GIVEN ENTRIES Block Start

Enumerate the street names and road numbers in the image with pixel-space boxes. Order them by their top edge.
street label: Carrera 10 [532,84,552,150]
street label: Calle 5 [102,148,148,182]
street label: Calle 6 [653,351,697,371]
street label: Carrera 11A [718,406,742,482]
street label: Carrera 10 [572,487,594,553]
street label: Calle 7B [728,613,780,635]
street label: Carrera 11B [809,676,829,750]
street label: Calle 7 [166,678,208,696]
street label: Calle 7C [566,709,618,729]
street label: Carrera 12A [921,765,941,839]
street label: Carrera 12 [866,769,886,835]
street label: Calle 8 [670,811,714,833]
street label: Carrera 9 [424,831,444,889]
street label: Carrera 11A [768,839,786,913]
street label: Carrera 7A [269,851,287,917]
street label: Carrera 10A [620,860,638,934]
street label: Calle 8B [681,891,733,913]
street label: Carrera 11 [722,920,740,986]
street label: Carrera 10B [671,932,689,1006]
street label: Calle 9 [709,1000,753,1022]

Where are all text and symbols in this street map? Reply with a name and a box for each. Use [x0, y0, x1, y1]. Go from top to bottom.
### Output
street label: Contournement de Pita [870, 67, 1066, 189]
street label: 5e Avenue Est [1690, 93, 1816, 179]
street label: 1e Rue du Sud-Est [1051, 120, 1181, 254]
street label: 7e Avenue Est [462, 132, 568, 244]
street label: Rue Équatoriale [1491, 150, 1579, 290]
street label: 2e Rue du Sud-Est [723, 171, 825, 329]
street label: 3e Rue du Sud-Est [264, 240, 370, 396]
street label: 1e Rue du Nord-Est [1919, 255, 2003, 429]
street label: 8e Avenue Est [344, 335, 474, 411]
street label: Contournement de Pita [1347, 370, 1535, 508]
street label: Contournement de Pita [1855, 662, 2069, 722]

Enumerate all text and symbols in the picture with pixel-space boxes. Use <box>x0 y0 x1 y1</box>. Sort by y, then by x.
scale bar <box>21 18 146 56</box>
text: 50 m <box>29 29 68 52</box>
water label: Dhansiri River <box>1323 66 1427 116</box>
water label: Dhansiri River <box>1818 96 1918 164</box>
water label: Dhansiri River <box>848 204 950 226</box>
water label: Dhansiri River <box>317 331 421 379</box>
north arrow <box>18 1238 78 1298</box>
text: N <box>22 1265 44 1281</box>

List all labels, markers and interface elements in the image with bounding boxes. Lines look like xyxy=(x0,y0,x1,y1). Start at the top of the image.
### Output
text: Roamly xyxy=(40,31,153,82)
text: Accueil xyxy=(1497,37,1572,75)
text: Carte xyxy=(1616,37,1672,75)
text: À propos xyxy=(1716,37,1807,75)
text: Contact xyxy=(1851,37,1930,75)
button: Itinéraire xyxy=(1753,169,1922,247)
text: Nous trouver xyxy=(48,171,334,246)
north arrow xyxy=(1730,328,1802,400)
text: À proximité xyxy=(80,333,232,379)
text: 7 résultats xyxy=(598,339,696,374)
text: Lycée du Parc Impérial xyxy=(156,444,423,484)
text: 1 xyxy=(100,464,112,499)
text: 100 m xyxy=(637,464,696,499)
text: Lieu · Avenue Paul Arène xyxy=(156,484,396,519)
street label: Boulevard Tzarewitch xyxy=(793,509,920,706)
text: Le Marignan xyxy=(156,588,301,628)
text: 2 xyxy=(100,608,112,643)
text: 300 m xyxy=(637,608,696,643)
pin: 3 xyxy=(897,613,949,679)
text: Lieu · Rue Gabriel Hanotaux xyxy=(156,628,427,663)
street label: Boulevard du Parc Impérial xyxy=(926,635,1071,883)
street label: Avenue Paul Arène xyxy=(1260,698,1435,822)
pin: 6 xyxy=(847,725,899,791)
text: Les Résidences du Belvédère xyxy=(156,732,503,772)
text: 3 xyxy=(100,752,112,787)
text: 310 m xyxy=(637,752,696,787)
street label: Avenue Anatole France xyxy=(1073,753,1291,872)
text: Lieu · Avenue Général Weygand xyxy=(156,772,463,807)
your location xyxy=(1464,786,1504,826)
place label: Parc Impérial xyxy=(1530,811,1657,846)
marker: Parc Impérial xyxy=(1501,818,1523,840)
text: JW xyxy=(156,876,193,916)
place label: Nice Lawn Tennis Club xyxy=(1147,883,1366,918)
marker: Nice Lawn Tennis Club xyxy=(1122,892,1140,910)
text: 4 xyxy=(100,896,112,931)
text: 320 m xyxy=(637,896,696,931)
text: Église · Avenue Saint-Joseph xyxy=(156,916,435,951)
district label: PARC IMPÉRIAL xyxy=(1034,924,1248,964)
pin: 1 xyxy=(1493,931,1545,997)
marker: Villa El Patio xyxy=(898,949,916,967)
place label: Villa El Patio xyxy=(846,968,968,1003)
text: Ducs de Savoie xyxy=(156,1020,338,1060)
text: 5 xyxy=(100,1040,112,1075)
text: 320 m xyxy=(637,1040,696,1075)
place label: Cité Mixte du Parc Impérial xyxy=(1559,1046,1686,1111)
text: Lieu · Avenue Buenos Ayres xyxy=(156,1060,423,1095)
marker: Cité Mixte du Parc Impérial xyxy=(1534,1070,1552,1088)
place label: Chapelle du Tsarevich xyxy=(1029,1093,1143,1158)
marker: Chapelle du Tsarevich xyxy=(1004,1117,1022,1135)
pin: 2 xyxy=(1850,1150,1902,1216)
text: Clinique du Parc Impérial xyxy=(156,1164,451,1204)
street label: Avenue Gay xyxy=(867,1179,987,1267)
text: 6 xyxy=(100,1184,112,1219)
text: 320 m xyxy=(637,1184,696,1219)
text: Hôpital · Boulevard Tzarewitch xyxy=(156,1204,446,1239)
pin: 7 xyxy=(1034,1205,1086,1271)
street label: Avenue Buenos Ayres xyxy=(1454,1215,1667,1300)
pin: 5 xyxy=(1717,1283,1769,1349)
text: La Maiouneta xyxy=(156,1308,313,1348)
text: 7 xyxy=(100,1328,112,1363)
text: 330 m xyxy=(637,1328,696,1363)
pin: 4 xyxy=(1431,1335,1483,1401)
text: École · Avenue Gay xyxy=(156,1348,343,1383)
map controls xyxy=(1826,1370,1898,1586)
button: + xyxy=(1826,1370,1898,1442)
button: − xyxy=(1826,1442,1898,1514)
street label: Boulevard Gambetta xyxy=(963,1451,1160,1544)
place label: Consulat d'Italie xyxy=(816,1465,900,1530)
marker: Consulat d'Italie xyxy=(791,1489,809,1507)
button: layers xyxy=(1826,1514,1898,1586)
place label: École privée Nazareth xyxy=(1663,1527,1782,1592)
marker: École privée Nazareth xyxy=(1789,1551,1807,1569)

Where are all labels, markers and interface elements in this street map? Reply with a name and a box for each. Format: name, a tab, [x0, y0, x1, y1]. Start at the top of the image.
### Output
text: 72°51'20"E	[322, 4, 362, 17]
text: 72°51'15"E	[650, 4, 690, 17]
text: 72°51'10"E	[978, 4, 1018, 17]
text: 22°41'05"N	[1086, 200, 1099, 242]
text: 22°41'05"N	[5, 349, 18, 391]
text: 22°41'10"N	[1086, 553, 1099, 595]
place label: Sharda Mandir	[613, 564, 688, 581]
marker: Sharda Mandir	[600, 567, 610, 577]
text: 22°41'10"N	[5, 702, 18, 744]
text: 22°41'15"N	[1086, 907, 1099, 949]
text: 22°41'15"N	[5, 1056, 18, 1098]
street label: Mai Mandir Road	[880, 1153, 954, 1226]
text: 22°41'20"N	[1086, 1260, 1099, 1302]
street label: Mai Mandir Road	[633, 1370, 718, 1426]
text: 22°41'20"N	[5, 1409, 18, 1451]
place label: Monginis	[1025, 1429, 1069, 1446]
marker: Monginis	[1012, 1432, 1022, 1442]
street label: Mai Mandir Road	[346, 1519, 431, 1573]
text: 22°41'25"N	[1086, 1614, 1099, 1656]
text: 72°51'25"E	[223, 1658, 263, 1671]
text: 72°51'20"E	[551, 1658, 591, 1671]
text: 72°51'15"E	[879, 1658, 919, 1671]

GIVEN ENTRIES Block End

REQUIRED WORK :: Should a line in the material contain "Reply", copy it.

RESPONSE TO THIS EXERCISE ::
Where are all text and symbols in this street map? Reply with a name and a box for each. Use [x0, y0, x1, y1]. Go from top to bottom.
Where are all labels, markers and interface elements in this street map? Reply with a name and a box for each. Format: name, a tab, [x0, y0, x1, y1]. Start at the top of the image.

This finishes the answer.